Alice Sullivan
British sociologist
From Wikipedia, the free encyclopedia
Alice Sullivan is a British sociologist and Professor of Sociology at University College London.[4][5][6]
Alice Sullivan | |
|---|---|
| Occupation | Professor |
| Academic background | |
| Alma mater | Balliol College, Oxford[1][2] Nuffield College, Oxford[3] |
| Academic work | |
| Discipline | Sociology |
| Institutions | University College London |
Career
Sullivan co-edited Sex and Gender: A Contemporary Reader with Selina Todd in 2023.[7] She was featured in the 2025 John Maddox Prize shortlist[8][9] and is a fellow of the Academy of Social Sciences.[10]

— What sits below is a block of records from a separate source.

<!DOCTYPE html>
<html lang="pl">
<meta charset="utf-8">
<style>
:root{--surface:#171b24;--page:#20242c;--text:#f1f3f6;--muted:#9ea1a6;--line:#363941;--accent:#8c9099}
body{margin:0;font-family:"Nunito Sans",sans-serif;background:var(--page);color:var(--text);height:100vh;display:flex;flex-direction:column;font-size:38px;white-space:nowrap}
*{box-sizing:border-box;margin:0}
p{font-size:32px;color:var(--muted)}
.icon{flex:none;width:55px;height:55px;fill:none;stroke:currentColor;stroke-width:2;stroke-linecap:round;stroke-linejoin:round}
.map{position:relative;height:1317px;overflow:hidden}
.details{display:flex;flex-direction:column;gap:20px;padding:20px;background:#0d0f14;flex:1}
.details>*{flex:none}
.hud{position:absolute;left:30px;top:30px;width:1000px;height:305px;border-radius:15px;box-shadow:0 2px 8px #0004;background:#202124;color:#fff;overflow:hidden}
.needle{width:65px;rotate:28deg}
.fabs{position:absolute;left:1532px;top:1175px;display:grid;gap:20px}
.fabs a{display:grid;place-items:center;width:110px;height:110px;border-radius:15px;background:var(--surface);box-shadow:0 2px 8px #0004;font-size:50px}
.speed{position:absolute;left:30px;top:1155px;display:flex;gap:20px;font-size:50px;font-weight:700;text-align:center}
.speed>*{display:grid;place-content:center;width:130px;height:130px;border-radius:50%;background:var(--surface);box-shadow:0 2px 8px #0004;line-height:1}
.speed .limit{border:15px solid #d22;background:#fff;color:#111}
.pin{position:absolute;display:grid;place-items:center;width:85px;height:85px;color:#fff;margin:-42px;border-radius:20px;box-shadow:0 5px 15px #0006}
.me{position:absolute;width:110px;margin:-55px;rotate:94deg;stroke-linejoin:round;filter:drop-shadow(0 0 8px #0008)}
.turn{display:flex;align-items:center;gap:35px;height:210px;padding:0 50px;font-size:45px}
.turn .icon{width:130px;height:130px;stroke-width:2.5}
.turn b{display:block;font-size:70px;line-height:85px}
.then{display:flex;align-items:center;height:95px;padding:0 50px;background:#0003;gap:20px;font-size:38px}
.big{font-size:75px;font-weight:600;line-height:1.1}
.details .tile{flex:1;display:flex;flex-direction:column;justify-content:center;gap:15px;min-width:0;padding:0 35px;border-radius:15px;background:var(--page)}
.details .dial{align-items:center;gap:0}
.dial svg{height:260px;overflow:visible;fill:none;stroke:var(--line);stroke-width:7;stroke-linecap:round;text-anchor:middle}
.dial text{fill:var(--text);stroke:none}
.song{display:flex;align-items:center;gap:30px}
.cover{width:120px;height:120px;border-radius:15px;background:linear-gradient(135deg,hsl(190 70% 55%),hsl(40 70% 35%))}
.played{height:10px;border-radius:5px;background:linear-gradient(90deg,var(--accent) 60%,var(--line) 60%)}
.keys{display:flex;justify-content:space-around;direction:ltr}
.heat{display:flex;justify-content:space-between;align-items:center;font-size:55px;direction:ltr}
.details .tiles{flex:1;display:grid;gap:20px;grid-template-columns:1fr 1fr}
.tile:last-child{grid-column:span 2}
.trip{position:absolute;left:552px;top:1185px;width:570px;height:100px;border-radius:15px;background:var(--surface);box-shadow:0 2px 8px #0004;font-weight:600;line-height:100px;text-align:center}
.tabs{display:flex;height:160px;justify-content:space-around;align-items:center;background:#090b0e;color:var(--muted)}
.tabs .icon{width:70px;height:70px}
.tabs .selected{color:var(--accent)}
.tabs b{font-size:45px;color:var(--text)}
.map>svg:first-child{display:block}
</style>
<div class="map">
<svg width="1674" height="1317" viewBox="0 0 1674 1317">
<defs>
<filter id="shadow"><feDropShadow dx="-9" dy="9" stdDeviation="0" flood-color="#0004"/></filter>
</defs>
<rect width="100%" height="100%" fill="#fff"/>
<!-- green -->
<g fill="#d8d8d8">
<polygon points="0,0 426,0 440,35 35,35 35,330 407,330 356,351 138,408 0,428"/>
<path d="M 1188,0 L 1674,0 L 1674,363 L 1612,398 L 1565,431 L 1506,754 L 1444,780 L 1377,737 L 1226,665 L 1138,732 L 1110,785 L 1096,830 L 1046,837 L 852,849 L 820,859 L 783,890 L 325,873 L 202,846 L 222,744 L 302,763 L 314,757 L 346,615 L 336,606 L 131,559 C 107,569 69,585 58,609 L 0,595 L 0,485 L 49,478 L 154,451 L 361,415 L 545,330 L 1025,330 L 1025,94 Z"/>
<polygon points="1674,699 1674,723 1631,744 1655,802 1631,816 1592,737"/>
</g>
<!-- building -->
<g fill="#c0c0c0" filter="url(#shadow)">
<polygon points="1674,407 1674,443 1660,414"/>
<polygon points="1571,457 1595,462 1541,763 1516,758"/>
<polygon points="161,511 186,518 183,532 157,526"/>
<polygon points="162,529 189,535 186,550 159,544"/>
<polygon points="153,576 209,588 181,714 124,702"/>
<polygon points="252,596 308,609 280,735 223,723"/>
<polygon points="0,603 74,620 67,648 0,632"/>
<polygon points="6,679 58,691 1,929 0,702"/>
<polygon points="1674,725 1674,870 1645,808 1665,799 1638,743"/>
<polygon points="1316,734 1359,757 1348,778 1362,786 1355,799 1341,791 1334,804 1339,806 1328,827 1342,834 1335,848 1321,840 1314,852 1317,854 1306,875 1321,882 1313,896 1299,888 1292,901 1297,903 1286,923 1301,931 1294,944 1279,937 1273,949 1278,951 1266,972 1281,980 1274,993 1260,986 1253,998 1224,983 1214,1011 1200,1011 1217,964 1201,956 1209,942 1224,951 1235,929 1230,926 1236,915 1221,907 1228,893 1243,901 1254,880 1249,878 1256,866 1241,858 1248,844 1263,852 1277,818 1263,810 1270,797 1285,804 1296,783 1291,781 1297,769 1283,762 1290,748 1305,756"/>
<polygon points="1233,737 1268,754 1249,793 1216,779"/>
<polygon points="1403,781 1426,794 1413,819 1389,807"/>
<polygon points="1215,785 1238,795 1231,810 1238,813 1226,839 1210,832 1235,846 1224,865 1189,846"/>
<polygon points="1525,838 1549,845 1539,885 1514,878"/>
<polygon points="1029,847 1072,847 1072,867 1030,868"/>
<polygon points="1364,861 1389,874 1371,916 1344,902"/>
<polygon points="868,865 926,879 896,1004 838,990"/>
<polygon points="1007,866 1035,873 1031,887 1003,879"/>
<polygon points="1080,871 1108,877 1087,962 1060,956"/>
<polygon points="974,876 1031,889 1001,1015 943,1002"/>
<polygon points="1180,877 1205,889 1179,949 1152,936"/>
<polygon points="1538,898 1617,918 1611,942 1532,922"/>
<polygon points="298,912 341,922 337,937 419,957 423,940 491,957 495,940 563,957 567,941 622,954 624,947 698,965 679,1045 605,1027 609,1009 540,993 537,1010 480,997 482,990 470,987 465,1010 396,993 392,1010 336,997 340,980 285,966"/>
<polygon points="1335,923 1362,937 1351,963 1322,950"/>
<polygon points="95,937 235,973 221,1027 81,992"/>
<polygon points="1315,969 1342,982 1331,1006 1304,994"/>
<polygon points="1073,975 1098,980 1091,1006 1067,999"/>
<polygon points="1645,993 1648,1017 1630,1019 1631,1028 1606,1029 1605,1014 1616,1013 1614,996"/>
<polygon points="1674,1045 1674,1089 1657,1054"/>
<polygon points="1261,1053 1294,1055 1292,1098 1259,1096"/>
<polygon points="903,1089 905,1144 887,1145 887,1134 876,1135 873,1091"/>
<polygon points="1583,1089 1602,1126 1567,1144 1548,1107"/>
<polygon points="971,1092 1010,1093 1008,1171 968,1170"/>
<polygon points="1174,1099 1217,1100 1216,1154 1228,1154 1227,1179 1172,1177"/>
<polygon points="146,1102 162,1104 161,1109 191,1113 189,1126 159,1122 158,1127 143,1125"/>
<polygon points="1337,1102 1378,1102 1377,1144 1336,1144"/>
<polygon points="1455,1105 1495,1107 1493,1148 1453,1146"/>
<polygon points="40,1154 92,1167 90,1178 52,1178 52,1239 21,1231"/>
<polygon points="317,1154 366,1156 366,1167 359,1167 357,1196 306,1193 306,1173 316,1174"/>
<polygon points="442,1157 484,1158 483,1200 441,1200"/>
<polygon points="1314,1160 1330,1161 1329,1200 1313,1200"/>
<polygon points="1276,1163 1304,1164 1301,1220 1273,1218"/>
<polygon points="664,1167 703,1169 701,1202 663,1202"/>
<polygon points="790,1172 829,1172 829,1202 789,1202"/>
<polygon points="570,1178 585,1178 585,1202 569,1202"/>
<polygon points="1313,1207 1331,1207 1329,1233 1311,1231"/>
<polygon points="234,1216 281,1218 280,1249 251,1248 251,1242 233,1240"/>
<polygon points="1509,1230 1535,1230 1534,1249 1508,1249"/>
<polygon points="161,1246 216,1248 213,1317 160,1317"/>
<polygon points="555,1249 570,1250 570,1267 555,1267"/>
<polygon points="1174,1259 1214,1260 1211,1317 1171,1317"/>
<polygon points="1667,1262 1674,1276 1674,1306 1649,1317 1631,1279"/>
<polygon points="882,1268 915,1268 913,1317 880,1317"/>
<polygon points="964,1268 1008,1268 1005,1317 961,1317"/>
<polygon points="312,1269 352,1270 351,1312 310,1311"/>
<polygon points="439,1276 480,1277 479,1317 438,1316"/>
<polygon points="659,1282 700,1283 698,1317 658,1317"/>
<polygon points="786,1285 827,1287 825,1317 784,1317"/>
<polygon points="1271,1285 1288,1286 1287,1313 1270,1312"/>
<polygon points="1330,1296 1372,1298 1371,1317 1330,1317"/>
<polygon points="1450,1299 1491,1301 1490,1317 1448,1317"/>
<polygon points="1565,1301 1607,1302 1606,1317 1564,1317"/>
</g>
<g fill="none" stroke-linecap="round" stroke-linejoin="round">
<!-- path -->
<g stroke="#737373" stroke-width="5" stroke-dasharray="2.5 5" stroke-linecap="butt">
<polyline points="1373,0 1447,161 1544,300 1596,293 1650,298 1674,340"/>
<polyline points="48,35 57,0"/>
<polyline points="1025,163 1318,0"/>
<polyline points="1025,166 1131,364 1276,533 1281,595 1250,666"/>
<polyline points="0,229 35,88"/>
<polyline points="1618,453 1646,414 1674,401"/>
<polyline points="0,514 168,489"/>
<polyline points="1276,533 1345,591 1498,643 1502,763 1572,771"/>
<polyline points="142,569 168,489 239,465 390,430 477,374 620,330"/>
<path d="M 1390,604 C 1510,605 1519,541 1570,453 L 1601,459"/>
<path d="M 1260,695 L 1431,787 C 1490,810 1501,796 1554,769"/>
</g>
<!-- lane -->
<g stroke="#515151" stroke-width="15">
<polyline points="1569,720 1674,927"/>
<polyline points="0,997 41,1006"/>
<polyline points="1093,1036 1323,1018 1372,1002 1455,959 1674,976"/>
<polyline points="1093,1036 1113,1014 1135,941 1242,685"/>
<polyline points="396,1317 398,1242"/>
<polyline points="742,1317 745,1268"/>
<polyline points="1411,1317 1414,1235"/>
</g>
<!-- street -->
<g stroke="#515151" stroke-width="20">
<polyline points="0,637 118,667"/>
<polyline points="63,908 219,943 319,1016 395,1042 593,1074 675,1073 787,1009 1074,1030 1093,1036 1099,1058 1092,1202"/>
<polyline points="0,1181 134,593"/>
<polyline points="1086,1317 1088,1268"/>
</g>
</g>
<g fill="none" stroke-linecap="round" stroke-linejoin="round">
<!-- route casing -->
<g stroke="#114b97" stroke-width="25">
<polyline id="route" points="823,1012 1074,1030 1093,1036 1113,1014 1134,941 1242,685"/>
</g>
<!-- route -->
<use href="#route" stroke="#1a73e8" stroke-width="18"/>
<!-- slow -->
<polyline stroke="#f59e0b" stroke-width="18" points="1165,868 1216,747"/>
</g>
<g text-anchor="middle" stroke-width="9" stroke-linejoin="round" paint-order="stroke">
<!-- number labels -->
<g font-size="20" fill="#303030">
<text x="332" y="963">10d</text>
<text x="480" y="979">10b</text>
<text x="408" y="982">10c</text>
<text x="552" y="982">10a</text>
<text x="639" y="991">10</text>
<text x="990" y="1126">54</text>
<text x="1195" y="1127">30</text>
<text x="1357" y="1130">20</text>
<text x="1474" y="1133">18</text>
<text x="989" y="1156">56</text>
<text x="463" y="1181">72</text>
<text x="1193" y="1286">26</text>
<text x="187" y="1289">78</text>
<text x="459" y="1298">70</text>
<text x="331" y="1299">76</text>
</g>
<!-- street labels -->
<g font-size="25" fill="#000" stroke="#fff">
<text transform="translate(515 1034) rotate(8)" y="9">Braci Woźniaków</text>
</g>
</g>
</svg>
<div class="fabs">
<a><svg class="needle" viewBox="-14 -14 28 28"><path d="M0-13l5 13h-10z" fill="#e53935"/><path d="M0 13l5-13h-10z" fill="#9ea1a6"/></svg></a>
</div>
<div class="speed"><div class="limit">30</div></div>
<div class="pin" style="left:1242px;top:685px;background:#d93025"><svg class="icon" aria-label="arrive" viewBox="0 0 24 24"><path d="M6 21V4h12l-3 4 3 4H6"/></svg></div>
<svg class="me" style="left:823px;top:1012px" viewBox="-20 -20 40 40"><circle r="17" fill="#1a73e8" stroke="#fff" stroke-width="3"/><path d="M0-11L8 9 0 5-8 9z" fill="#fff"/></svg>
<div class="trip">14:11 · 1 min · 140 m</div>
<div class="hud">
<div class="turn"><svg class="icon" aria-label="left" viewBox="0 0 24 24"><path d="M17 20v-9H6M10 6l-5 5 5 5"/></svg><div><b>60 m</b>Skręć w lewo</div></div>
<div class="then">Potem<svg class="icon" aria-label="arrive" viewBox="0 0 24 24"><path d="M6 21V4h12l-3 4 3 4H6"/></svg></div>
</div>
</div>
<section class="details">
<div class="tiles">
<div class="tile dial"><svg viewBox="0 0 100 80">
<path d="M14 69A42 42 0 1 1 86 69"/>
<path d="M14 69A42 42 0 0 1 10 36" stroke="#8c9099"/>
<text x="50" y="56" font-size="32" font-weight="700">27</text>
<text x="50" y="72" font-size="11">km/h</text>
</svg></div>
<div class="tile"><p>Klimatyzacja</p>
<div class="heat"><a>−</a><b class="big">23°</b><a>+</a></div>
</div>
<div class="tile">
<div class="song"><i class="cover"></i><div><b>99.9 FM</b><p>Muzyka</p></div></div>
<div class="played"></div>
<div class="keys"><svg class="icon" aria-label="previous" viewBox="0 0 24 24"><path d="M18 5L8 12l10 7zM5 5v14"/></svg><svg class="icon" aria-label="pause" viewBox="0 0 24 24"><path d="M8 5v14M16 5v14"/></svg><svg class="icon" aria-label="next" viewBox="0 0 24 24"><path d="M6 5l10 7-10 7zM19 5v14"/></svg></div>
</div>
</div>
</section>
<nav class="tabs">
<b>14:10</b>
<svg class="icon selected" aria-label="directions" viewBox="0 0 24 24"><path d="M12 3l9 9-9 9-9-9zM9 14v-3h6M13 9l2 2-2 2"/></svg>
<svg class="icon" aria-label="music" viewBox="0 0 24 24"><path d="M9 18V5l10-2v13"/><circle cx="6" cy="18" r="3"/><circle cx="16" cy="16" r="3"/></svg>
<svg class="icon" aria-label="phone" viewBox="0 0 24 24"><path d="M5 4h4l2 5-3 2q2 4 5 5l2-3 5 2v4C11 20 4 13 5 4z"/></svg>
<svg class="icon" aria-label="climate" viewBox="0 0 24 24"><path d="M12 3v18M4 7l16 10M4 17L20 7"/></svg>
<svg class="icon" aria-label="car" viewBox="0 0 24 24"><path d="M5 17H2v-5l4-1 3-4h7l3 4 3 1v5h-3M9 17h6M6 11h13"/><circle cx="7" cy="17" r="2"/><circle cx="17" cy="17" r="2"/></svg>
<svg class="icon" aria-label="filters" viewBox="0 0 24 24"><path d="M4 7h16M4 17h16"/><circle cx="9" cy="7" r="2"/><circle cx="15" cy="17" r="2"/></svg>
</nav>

Sullivan has written that the conflation of gender and sex in the 2021 United Kingdom census was a harmful product of what she describes as an "explicitly anti-scientific" "postmodernist project".[11][6] She was commissioned by Conservative politician Michelle Donelan to publish a study that became known as the Sullivan Review, which investigated the ways in which sex is catalogued in public research. The first part of the study was published by the Department for Science, Innovation and Technology in 2025.[9][5] It has been criticised with respect to her relationship with the gender critical group Sex Matters[12] and by academics from the University of Glasgow and University of Edinburgh who criticized the study's approach to categorizing sex and gender and research ethics.[13][14][15] In December 2025 Sullivan threatened to sue the University of Bristol after a talk presenting the Sullivan Review was disrupted by protesters.[16][17]
Works
- Sex and Gender: A Contemporary Reader, co-edited with Selina Todd (London: Routledge, 2023) ISBN 978-1032261195
- Sullivan, A. (2001). Cultural capital and educational attainment. Sociology, 35(4), 893-912.